About 15 years ago in Cleveland, Ohio, my husband, Bill, and I discovered a store that carries visual aids for low-vision customers. Just like many specialty stores in other states, they offer magnifiers, large-number playing cards, big wall clocks, and wearable gadgets. We bought several items there, and they made reading somewhat easier for him. Now that his vision has clouded and he can no longer identify the shapes that pass in front of him, I am eager to learn about new technology that will allow him to be less dependent upon others.

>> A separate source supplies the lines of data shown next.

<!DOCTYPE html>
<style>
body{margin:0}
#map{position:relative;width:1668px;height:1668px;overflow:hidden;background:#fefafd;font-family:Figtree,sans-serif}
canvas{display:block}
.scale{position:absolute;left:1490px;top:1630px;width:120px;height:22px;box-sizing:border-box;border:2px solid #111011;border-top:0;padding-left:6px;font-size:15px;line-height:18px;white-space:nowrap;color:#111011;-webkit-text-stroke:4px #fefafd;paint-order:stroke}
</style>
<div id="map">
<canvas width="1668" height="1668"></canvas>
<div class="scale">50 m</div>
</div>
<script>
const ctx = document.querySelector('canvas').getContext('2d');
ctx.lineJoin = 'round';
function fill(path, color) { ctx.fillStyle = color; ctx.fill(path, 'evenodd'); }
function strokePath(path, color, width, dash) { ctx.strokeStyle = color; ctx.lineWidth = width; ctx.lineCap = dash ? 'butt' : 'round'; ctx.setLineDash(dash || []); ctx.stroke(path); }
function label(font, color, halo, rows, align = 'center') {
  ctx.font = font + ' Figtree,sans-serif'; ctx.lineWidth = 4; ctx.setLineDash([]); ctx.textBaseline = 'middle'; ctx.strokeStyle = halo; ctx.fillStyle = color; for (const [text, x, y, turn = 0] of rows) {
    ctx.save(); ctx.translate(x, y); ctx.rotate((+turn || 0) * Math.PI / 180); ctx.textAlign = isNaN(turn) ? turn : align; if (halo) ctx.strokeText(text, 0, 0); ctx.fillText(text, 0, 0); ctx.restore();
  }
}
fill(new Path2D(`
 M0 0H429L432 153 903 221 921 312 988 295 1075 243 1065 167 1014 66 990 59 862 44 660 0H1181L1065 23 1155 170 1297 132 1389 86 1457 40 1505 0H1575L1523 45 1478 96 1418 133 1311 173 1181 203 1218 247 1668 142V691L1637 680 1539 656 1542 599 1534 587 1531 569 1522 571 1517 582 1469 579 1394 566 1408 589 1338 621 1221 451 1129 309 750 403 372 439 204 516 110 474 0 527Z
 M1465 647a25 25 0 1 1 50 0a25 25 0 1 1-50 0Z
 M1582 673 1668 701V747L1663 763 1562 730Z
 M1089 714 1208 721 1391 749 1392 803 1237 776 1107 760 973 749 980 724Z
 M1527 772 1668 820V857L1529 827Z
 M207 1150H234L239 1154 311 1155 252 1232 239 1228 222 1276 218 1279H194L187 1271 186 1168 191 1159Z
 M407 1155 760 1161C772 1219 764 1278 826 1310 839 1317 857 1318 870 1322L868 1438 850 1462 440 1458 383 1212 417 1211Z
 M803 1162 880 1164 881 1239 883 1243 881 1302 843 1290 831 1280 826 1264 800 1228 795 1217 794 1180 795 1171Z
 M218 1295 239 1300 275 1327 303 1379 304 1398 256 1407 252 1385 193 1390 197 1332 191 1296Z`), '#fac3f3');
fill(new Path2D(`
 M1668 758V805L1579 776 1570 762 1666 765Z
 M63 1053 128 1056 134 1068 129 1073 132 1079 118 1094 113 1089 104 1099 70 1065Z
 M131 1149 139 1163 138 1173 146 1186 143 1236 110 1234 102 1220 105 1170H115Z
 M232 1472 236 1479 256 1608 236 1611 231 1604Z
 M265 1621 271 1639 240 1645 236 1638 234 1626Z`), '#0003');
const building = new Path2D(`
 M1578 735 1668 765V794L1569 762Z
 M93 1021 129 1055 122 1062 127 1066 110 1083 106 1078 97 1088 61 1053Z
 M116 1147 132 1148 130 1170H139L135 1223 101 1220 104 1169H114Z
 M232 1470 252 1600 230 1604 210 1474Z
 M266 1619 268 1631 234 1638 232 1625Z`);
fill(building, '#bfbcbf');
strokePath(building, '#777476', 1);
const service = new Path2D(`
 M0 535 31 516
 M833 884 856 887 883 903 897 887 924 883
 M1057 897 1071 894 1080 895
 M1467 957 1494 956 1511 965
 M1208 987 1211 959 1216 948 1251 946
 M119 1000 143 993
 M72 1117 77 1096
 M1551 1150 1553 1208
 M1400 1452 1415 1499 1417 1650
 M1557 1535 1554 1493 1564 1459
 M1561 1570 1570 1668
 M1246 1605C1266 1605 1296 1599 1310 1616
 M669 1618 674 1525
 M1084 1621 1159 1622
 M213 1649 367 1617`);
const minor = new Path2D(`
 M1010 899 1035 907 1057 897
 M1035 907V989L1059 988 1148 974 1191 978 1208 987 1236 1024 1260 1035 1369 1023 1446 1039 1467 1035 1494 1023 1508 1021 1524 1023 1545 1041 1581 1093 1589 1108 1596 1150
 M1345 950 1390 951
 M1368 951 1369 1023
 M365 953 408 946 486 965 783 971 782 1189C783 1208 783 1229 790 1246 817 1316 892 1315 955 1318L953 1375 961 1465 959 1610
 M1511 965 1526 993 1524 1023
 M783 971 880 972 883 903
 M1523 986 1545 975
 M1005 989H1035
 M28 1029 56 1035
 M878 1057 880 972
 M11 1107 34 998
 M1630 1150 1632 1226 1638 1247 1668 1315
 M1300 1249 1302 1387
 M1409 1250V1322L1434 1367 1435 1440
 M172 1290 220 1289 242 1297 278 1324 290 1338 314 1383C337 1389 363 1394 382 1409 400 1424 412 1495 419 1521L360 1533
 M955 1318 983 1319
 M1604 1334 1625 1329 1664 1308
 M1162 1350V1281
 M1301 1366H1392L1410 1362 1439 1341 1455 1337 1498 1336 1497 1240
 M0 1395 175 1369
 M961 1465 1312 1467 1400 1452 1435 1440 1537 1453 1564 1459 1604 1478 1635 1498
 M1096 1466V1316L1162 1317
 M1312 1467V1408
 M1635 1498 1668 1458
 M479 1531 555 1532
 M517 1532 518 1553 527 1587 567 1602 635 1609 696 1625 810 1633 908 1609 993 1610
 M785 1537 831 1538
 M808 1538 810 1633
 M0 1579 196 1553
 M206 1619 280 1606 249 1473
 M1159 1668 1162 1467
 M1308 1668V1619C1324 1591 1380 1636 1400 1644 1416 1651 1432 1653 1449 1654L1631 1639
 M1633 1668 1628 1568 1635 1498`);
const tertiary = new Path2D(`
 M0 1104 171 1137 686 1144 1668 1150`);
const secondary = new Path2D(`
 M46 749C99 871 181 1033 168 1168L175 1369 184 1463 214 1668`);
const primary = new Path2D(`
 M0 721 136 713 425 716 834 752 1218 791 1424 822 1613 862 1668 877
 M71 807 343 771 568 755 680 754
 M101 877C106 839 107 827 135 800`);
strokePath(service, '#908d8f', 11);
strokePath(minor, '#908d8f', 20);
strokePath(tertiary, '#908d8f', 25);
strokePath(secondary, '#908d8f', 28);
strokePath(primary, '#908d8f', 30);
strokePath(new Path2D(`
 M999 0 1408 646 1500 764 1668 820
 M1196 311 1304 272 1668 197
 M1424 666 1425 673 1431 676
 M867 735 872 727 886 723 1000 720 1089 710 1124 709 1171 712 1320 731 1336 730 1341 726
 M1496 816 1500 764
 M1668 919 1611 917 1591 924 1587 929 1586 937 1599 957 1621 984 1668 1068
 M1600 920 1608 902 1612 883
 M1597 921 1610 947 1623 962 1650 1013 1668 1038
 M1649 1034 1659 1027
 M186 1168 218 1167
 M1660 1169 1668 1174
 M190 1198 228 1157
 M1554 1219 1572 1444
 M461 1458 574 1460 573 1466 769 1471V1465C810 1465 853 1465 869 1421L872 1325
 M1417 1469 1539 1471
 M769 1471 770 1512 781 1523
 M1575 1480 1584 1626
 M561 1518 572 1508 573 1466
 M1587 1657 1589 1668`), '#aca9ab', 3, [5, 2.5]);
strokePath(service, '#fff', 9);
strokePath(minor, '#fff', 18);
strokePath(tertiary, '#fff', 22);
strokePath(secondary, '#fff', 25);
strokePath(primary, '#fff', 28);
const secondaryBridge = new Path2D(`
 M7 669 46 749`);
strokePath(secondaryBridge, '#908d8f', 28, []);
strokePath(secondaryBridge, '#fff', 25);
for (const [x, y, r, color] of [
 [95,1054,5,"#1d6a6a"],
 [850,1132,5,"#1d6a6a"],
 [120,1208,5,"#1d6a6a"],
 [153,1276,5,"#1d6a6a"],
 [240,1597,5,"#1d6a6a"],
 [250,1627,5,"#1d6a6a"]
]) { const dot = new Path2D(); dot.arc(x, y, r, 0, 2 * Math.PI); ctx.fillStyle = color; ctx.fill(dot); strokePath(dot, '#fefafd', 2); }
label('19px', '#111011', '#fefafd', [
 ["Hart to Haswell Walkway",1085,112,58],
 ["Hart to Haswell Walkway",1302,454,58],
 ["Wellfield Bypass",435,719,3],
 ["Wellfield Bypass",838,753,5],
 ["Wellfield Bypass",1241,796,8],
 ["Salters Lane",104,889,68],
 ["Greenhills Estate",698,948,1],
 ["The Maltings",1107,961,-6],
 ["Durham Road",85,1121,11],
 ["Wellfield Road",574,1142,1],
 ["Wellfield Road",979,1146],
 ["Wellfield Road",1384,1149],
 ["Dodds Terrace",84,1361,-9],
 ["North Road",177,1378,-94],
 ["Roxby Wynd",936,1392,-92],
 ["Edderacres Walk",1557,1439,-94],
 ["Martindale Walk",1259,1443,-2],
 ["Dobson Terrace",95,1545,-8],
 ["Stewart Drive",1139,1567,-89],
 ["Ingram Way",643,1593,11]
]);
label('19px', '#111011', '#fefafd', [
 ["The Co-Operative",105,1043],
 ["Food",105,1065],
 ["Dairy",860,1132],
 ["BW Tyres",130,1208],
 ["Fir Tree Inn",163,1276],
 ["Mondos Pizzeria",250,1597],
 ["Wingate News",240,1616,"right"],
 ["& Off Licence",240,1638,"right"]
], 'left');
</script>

The first important breakthrough for Bill came from a suggestion from an intern for Dr. Bowden, who led Bill to the Eye-Lab at the former Florida Community College of Jacksonville. The college offered transportation to computer classes and sent a representative to our home to stick bumps on the stove for Bill to be able to turn burners on, showed Bill how to pour coffee, and gave us other helpful ideas. The best item they introduced to him was the Enhanced Vision Machine so that he could write a check and see it on the screen above him. The next boon for us was his acceptance by the Veteran’s Administration and a glaucoma specialist. The third help in coping with his progressive blindness came from the Clay Council of the Blind. Speaker Greg Bing, from what is now the Vision Education and Rehabilitation Center at Florida State College of Jacksonville, presented an update last month about recent advances in technology. In recent years, the strides made in providing aids for the sight-impaired have been phenomenal, and most of the products are offered on the internet. Stores such as Verizon, Sprint, Walmart, Target, and Best Buy stock many of them.

Greg started off explaining about talking software and Apple’s screen reader and voice over IPad. He said LG has many styles of wireless and Bluetooth hands-free headsets that work with smartphones but also can be paired with an IPhone and IPad at the same time. He recommends the LG Tone Pro HBS 750. It’s easy to learn. A person can hit a button, talk into it, and send a text message by saying the receiver’s name. The alert is a vibration, and the set is light. The newest set is 1.9 ounces. The 750 starts at $35.00, but different models cost more based on increased hours of reception. The newer and more expensive models have mixed reviews. Some customers prefer the older, cheaper ones.

Greg reviewed a couple of Apple’s devices. Their phone is the best for quality, but the less-expensive Samsung Galaxy 6 is good, too. The Apple wWtch requires Bluetooth to be functional in getting messages or reading and must be connected to a smartphone. It’s fine for text messages and probably will be updated. Android watches connect to Wi-Fi. There are touch screens and additions that help with magnification, reading, and voice activation. Video magnifiers in different sizes – portable to desktop – magnify with a camera that projects images on a screen and increases or decreases them, has high-color contrast and sometimes spoken text. If built-in software isn’t adequate, more programs are designed to magnify, highlight, and even speak the contents, like ZoomText, which is meant for users with some vision. There is a high-quality keyboard by VisiKey Wireless Enhanced Visibility for any computer, including Mac OS and Windows XP through 10. It has large, white-on-black print after plugging it into a USB port. The exRead from Carson transforms the TV into a reading aid by projecting the material on the TV. If only screen magnification is needed, a 2X tool attaches to a computer monitor screen and becomes a protector and a privacy shield which fits 15 inch and 17 inch flat screens for $50 and $60. Jaws reads texts for the user, and Dragon Naturally Speaking utilizes speech recognition to create documents, reports, or messages simply by speaking after programming it to an individual’s voice. It is especially helpful after a writer has unfortunately zapped a long manuscript and has to redo it.

Other brands as well as additional products are listed on Amazon from inexpensive aids to those costing hundreds of dollars. Even pricy items are worth purchasing if they give help or enjoyment to people who can use them for work or pleasure. Amazon also lists other sources for items they don’t sell. The American Federation of the Blind has information about tools a poorly-sighted person can use to help him become more independent. There are special timers, automatic door lockers and light control, talking clocks, and the dame of all gadgets—Echo. Amazon is improving Echo regularly so that the black cylinder responds from its built-in audio system with answers to more questions than ever. When Alexa is activated by her name, a request for Willie Nelson brings forth many of his songs. If the temperature report is needed, Alexa will give the local news and weather of the day. In the future, Alexa may be able to dance, too, or maybe incriminate the user, because all of the requests she hears end up on the computer.

Technology is great, especially tools which are not difficult to program. Maybe they should be delivered with a six-year old child to set them up. As for Bill, his companion is the talking book machine and tapes from The Daytona Library, but he’s open to more suggestions that come along constantly.